Alors que les politiques de l’Autorité palestinienne et d’Israël après la fin de la deuxième Intifada en 2005 ont largement conduit au démantèlement de la résistance armée en Cisjordanie occupée, les combattants de Jénine ont commencé à se réorganiser dans le sillage du soulèvement populaire palestinien de mai 2021, qui a commencé par des manifestations à Sheikh Jarrah, à Jérusalem-Est occupée, et a vu un nouveau bombardement israélien de la bande de Gaza assiégée.
La création des Brigades de Jénine, un petit groupe de combattants inter-factionnels dont l’objectif est de dissuader les forces israéliennes et de protéger le camp, a conduit à l’apparition de groupes similaires dans un certain nombre de villes, de villages et de camps de réfugiés dans le nord de la Cisjordanie occupée, un phénomène qu’Israël tente d’écraser par des raids et des meurtres quasi quotidiens de Palestiniens depuis plus d’un an.
Grave escalade
L’impact de l’attaque de la semaine dernière a été ressenti non seulement dans le camp, mais aussi dans l’ensemble des territoires occupés en 1967.
Des responsables du groupe palestinien Jihad islamique, basé à Gaza, ont déclaré à Al Jazeera qu’ils étaient "prêts à tout" - faisant allusion à la possibilité d’une nouvelle guerre contre la bande de Gaza, qui a subi cinq assauts israéliens de grande envergure au cours des 15 dernières années, qui ont tué des milliers de Palestiniens.
Vendredi, un Palestinien - Khairy Alqam, 21 ans - a mené une attaque armée qui a tué sept Israéliens dans une colonie juive illégale de Jérusalem-Est occupée, construite sur des terres prises aux quartiers palestiniens de Beit Hanina, Hizma et al-Ram.
Samedi, une autre fusillade a eu lieu dans le quartier palestinien de Silwan, à Jérusalem-Est occupée, au cours de laquelle deux Israéliens ont été blessés.
Ces attaques, qui interviennent après une année d’intensification de la violence de l’armée israélienne et des colons, qui a fait de 2022 l’année la plus meurtrière pour les Palestiniens de Cisjordanie depuis 2005, ont déclenché une série d’événements qui mènent vers une grave escalade.
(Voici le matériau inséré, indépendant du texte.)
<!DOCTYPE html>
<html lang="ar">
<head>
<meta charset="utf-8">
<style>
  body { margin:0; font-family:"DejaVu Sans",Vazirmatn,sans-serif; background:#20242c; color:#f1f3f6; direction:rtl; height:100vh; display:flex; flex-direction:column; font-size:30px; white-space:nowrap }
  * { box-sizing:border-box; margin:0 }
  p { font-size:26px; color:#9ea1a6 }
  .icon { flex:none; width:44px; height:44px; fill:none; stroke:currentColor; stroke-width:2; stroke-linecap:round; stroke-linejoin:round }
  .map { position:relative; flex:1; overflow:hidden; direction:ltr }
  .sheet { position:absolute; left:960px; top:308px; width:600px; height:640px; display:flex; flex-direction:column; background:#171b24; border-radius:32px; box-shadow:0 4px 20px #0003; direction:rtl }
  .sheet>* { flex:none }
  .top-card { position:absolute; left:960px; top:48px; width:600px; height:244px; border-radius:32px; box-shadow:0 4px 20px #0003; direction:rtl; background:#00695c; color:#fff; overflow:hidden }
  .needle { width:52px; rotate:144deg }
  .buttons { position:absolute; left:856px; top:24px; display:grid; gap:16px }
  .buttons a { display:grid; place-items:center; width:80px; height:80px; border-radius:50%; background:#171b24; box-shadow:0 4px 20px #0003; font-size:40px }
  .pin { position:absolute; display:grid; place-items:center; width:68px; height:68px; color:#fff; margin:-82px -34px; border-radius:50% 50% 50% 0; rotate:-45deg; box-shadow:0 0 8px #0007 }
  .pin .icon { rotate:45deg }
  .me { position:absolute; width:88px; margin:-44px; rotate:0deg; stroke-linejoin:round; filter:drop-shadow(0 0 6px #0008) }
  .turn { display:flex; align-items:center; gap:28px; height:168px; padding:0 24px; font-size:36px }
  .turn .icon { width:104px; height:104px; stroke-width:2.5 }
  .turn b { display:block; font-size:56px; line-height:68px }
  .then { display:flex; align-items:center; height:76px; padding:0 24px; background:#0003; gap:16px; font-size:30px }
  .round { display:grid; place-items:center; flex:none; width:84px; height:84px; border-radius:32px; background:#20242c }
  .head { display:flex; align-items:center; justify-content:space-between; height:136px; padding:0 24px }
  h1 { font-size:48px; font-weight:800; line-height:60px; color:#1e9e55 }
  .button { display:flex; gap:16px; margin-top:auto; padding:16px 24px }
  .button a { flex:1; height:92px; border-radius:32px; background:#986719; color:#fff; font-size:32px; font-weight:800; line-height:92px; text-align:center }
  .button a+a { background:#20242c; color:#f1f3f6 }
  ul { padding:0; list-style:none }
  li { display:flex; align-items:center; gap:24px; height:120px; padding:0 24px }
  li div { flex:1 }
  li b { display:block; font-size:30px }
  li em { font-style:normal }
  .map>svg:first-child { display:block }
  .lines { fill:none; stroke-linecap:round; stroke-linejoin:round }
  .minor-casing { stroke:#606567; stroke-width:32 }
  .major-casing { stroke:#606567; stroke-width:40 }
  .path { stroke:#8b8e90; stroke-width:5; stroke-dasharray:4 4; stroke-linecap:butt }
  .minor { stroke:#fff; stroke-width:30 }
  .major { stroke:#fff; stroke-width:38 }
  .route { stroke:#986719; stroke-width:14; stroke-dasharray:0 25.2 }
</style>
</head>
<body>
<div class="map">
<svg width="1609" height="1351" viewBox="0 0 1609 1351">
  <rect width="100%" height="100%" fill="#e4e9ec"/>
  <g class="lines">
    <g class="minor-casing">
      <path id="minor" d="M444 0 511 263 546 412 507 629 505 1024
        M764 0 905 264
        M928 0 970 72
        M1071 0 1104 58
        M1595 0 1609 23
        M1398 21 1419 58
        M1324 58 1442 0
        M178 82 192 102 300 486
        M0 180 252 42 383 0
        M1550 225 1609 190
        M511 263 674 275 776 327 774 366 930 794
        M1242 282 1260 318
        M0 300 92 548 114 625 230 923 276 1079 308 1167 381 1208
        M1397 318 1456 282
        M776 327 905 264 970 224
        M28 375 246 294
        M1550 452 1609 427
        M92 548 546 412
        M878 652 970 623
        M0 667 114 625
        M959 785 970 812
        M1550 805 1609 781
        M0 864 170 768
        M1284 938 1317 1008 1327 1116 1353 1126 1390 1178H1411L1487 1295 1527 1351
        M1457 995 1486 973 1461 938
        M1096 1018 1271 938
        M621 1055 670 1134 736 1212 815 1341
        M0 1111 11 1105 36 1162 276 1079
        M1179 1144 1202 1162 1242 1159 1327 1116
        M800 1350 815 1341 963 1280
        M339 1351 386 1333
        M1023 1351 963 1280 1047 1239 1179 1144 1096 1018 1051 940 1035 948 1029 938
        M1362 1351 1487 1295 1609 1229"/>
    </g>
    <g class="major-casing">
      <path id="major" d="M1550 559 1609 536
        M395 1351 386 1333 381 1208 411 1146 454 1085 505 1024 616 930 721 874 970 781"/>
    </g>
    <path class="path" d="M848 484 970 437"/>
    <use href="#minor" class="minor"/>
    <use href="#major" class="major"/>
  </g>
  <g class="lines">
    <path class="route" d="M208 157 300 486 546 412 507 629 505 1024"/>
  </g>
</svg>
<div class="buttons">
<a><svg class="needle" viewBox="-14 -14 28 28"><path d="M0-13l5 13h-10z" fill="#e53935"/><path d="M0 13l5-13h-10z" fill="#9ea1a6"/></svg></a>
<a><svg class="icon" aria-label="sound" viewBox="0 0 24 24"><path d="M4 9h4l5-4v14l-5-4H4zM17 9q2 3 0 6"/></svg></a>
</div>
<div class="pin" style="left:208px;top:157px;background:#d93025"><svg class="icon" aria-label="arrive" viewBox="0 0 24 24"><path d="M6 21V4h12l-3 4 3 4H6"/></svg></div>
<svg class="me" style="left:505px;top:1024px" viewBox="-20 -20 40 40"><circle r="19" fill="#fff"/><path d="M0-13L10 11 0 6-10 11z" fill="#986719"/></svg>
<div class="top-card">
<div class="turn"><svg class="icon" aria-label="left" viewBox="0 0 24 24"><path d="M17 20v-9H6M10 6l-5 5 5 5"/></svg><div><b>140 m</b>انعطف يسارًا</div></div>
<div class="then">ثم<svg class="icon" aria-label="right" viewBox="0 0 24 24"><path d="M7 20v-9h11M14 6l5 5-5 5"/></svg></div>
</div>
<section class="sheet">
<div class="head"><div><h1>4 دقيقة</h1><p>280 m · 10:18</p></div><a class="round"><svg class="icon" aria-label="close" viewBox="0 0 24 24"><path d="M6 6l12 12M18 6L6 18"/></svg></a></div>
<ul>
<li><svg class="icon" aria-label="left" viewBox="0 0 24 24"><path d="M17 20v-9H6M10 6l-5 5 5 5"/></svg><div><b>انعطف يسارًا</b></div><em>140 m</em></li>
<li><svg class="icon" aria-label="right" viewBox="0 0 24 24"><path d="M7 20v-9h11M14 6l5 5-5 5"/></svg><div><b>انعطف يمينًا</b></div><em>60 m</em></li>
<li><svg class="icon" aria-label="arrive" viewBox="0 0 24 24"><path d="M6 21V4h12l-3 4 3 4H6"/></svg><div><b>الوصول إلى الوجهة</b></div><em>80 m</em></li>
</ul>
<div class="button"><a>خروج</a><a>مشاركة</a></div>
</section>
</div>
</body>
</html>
Depuis jeudi, les forces israéliennes ont tué trois autres Palestiniens à al Ram, Silwan et Hébron - dont un enfant de 17 ans - et en ont blessé des dizaines d’autres par des tirs à balles réelles lors d’affrontements en Cisjordanie.
Ces derniers jours, des colons israéliens ont également mené des dizaines d’agressions contre des Palestiniens les jours derniers à Jérusalem-Est et en Cisjordanie occupées, en tirant et en blessant des résidents à balles réelles et en provoquant des incendies criminels contre des maisons et des voitures.
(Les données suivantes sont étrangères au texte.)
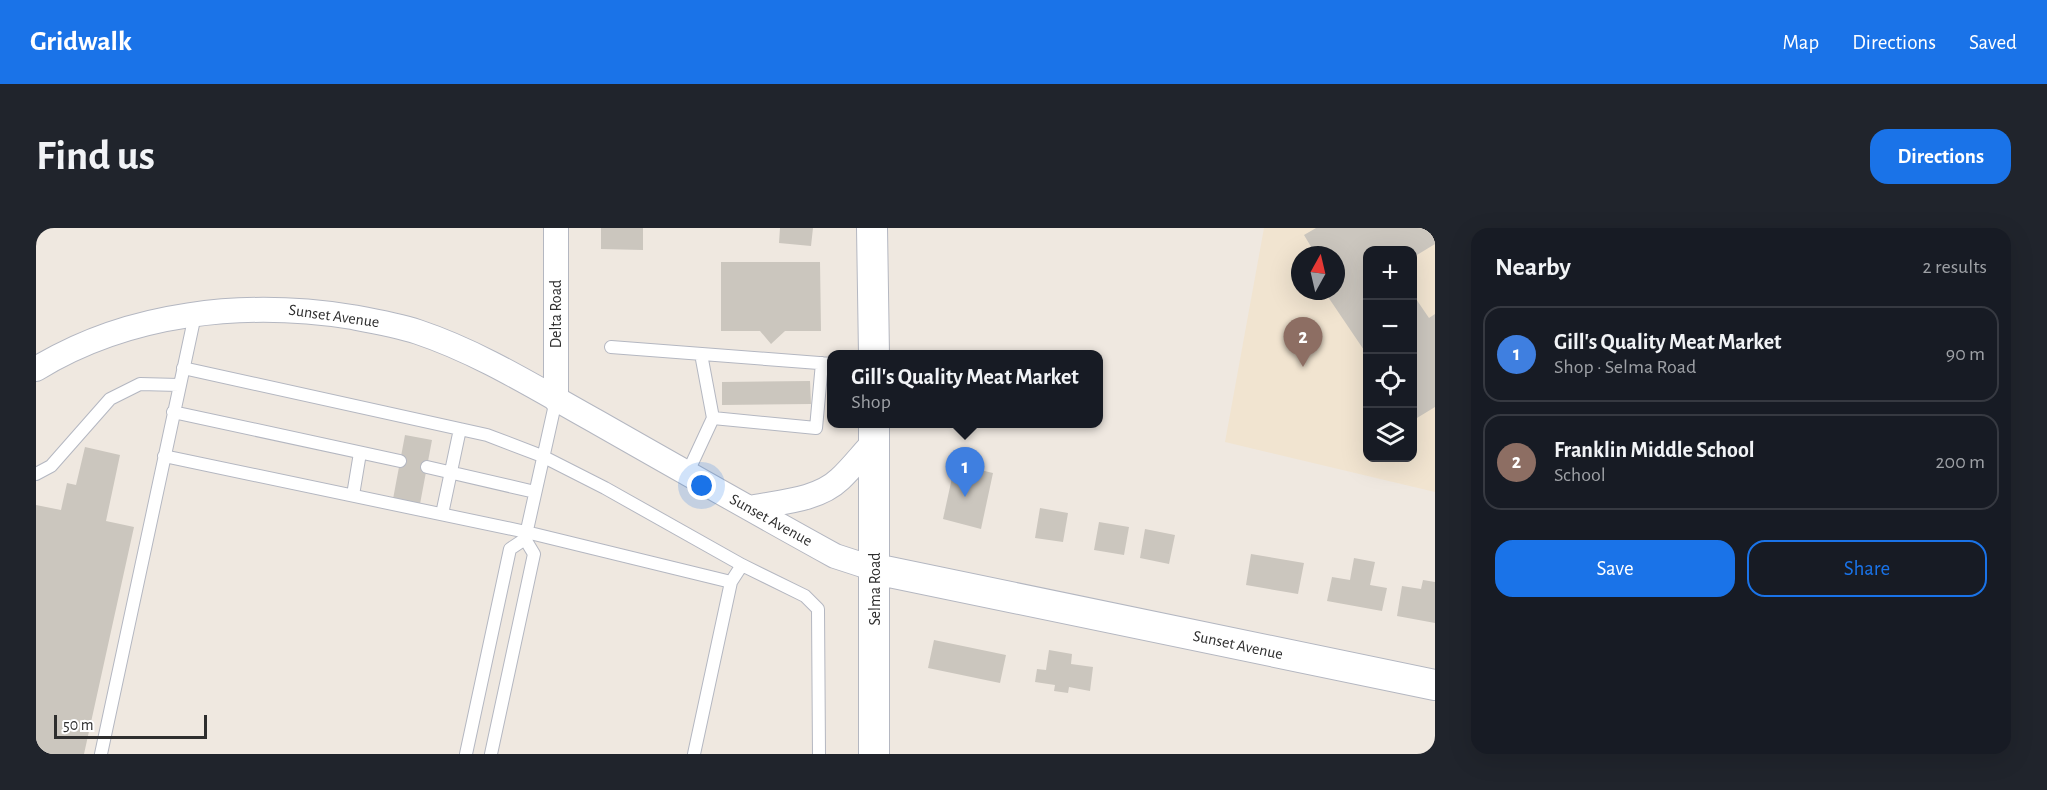 <!DOCTYPE html>
<html lang="en">
<head>
<meta charset="utf-8">
<style>
  :root { --surface:#171b24; --page:#20242c; --text:#f1f3f6; --muted:#9ea1a6; --line:#363941; --accent:#1a73e8 }
  body { margin:0; font-family:"Alegreya Sans",sans-serif; background:var(--page); color:var(--text) }
  .controls { position:absolute; right:18px; top:18px; display:grid; overflow:hidden; border-radius:12px; box-shadow:0 6px 24px #0002 }
  .controls button { width:54px; height:54px; display:grid; place-items:center; padding:0; border:0; border-bottom:2px solid var(--line); background:var(--surface); color:var(--text); font:30px sans-serif }
  .compass { position:absolute; left:1255px; top:18px; width:54px; height:54px; border-radius:50%; background:var(--surface); box-shadow:0 6px 24px #0002; rotate:8deg }
  .scale { position:absolute; left:18px; bottom:15px; width:153px; box-sizing:border-box; padding-left:6px; border:3px solid #2e2e2e; border-top:0; font-size:16px; line-height:21px; white-space:nowrap; color:#2e2e2e; -webkit-text-stroke:4px #fff; paint-order:stroke }
  .you { position:absolute; left:666px; top:258px; width:21px; height:21px; margin:-15px; border:4px solid #fff; border-radius:50%; background:#1a73e8; box-shadow:0 0 0 9px #1a73e833 }
  .badge { display:grid; place-items:center; width:39px; height:39px; border-radius:50%; background:var(--accent); color:#fff; font-size:20px; font-weight:700 }
  .pin { position:absolute; translate:-50% -50px; filter:drop-shadow(0 2px 3px #0008) }
  .pin::after { content:''; position:absolute; top:32px; width:21px; height:18px; background:inherit; clip-path:polygon(0 0,100% 0,50% 100%) }
  .popup { position:absolute; left:791px; top:122px; width:276px; height:78px; box-sizing:border-box; display:grid; place-content:center; border-radius:12px; background:var(--surface); filter:drop-shadow(0 2px 4px #0005); font-size:20px; white-space:nowrap; color:var(--muted) }
  .popup b { font-size:22px; color:var(--text) }
  .popup::after { content:''; position:absolute; left:50%; top:100%; margin-left:-12px; border:12px solid transparent; border-top-color:var(--surface) }
  .list { margin:0; padding:0; list-style:none }
  h2 { display:flex; justify-content:space-between; align-items:center; height:78px; margin:0; padding:0 24px; font-size:26px }
  h2 small { font-size:20px; font-weight:400; color:var(--muted) }
  .list li { display:grid; grid-template-columns:39px 1fr auto; gap:18px; align-items:center; box-sizing:border-box; height:96px; margin:0 12px 12px; padding:0 12px; border:2px solid var(--line); border-radius:18px }
  .list b { display:block; font-size:22px; white-space:nowrap }
  .list p { margin:0; font-size:20px; white-space:nowrap; color:var(--muted) }
  .list em { font-size:20px; font-style:normal; color:var(--muted) }
  .actions { display:flex; gap:12px; padding:18px 24px }
  .actions a { flex:1; padding:14px 0; border:2px solid var(--accent); border-radius:18px; text-align:center; font-size:21px; color:var(--accent) }
  .actions .main { background:var(--accent); color:#fff }
  .icon { flex:none; width:33px; height:33px; fill:none; stroke:currentColor; stroke-width:2; stroke-linecap:round; stroke-linejoin:round }
  .map { position:relative; flex:none; width:1399px; height:526px; overflow:hidden; border-radius:18px }
  header { display:flex; align-items:center; gap:36px; box-sizing:border-box; height:84px; padding:0 30px; background:var(--accent); color:#fff }
  header strong { font-size:28px }
  nav { display:flex; gap:33px; margin-inline-start:auto; font-size:21px }
  .intro { display:flex; align-items:center; justify-content:space-between; box-sizing:border-box; height:144px; padding:0 36px }
  h1 { margin:0; font-size:42px }
  .button { padding:15px 27px; border-radius:18px; background:var(--accent); color:#fff; font-size:21px; font-weight:700 }
  main { display:flex; gap:36px; padding:0 36px }
  aside { flex:1; background:var(--surface); border-radius:18px; box-shadow:0 6px 24px #0002 }
  .map>svg:first-child { display:block }
  .education { fill:#f1e4d0; fill-rule:evenodd }
  .building { fill:#cbc6be }
  .lines { fill:none; stroke-linecap:round; stroke-linejoin:round }
  .service-casing { stroke:#b4b7c1; stroke-width:14 }
  .minor-casing { stroke:#b4b7c1; stroke-width:26 }
  .tertiary-casing { stroke:#b4b7c1; stroke-width:32 }
  .service { stroke:#fff; stroke-width:12 }
  .minor { stroke:#fff; stroke-width:24 }
  .tertiary { stroke:#fff; stroke-width:30 }
  .labels { text-anchor:middle; dominant-baseline:central; stroke-width:6; stroke-linejoin:round; paint-order:stroke }
  .street-label { font-size:16px; fill:#2e2e2e; stroke:#fff }
</style>
</head>
<body>
<header>
<strong>Gridwalk</strong>
<nav><a>Map</a><a>Directions</a><a>Saved</a></nav>
</header>
<div class="intro"><h1>Find us</h1><a class="button">Directions</a></div>
<main>
<div class="map">
<svg width="1399" height="526" viewBox="0 0 1399 526">
  <rect width="100%" height="100%" fill="#efe8e0"/>
  <path class="education" d="M1228,0H1399V264L1189,214ZM1332,22H1376V230H1332ZM1264,27H1300V63H1264Z"/>
  <path class="building" d="M565,0H607V22L565,21Z
    M744,0H777L775,18L743,15Z
    M1280,0H1399V16L1376,30V22H1332V128L1288,63H1300V27H1280L1268,7Z
    M685,34H784L785,103H749L735,116L724,103H685Z
    M1376,65L1393,90L1399,86V179L1376,193Z
    M774,153L775,176L686,177V154Z
    M369,207L396,212L384,276L357,271Z
    M49,219L84,227L70,293L98,299L48,526H0V277L25,282L31,255L40,257Z
    M919,236L957,245L945,301L907,291Z
    M1004,280L1032,285L1027,314L999,310Z
    M1063,294L1093,299L1088,327L1058,322Z
    M1109,301L1139,307L1133,336L1104,330Z
    M1215,326L1268,335L1262,366L1210,357Z
    M1318,330L1339,334L1334,357L1351,360L1346,383L1291,373L1296,349L1314,352Z
    M1387,352L1399,354V395L1361,388L1366,358L1385,361Z
    M898,412L970,427L964,455L892,440Z
    M1013,422L1036,426L1035,436L1057,439L1054,463L1033,459L1032,465L1018,463L1019,457L999,454L1001,441L1010,442Z"/>
  <g class="lines">
    <defs>
      <path id="service" d="M575,119L796,136
        M665,126L677,190
        M147,140L451,207L506,228L569,260L706,337L769,368L782,381L783,526
        M137,184L364,233
        M128,228L490,304L695,354
        M391,239L499,264
        M0,246L15,238L74,171L104,156L143,157
        M651,246L677,190L780,200L786,135
        M317,267L324,225
        M406,286L424,201
        M65,526L159,87
        M430,526L474,321L489,311L520,172
        M455,526L498,326L489,311
        M658,526L695,354L706,337"/>
      <path id="minor" d="M520,0V172
        M0,141C93,84 209,72 316,89C338,93 361,97 382,104C445,125 503,162 561,194C640,239 719,284 799,328L839,341
        M713,280C742,274 781,273 804,251C817,239 827,225 839,213"/>
      <path id="tertiary" d="M836,0L838,127
        M839,341L1399,457
        M838,526V196"/>
    </defs>
    <use href="#service" class="service-casing"/>
    <use href="#minor" class="minor-casing"/>
    <use href="#tertiary" class="tertiary-casing"/>
    <use href="#service" class="service"/>
    <use href="#minor" class="minor"/>
    <use href="#tertiary" class="tertiary"/>
  </g>
  <g class="labels">
    <g class="street-label">
      <text transform="translate(520 86) rotate(-90)">Delta Road</text>
      <text transform="translate(298 88) rotate(8)">Sunset Avenue</text>
      <text transform="translate(735 292) rotate(29)">Sunset Avenue</text>
      <text transform="translate(839 361) rotate(-90)">Selma Road</text>
      <text transform="translate(1202 417) rotate(12)">Sunset Avenue</text>
    </g>
  </g>
</svg>
<div class="controls">
<button>+</button>
<button>−</button>
<button><svg class="icon" aria-label="locate" viewBox="0 0 24 24"><circle cx="12" cy="12" r="6"/><path d="M12 2v4M12 18v4M2 12h4M18 12h4"/></svg></button>
<button><svg class="icon" aria-label="layers" viewBox="0 0 24 24"><path d="M12 4l9 5-9 5-9-5zM3 14l9 5 9-5"/></svg></button>
</div>
<svg class="compass" viewBox="-18 -18 36 36"><path d="M0-13l5 13h-10z" fill="#e53935"/><path d="M0 13l5-13h-10z" fill="#9ea1a6"/></svg>
<div class="scale">50 m</div>
<div class="you"></div>
<div class="pin badge" style="left:929px;top:269px;background:#3f7fe0">1</div>
<div class="popup"><b>Gill's Quality Meat Market</b>Shop</div>
<div class="pin badge" style="left:1267px;top:139px;background:#8d6e63">2</div>
</div>
<aside>
<h2>Nearby<small>2 results</small></h2>
<ul class="list">
<li><span class="badge" style="background:#3f7fe0">1</span><div><b>Gill's Quality Meat Market</b><p>Shop · Selma Road</p></div><em>90 m</em></li>
<li><span class="badge" style="background:#8d6e63">2</span><div><b>Franklin Middle School</b><p>School</p></div><em>200 m</em></li>
</ul>
<div class="actions"><a class="main">Save</a><a>Share</a></div>
</aside>
</main>
</body>
</html>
Depuis le début du mois de janvier 2023, au moins 35 Palestiniens, dont huit enfants, ont été tués par l’armée et les colons israéliens. Vingt d’entre eux se trouvaient dans la région de Jénine ou en étaient originaires.
Le règlement de tir ouvert employé par l’armée israélienne depuis plus d’un an et les projets du nouveau gouvernement d’extrême droite israélien d’armer davantage d’Israéliens à la suite des fusillades de Jérusalem ont conduit la situation au bord du gouffre.
Il reste à voir comment les choses vont se dérouler - mais au camp de réfugiés de Jénine, les résidents ont dit qu’ils étaient préparés.
"Il y aura une invasion du camp - il n’y a aucun doute", a déclaré Salawneh.
"Israël veut faire haïr la résistance dans le camp, mais nous sommes unis comme les doigts de la main ici. Nos combattants sont les plus honorables d’entre nous, et ils sont prêts à continuer à se battre", a-t-il ajouté.
Alaa Abu Qandil, dont la famille est propriétaire de la maison où les combattants se sont réfugiés, a déclaré à Al Jazeera que la destruction de sa maison était "insignifiante lorsqu’il s’agit de la dignité du peuple palestinien, de nos fils et de nos lieux saints".
"Cette occupation attaque tout le monde - qu’il s’agisse de civils ou de combattants. Tout être humain défendra sa maison lorsqu’elle est attaquée, et nos maisons sont sacrées, tout comme la Palestine est sacrée."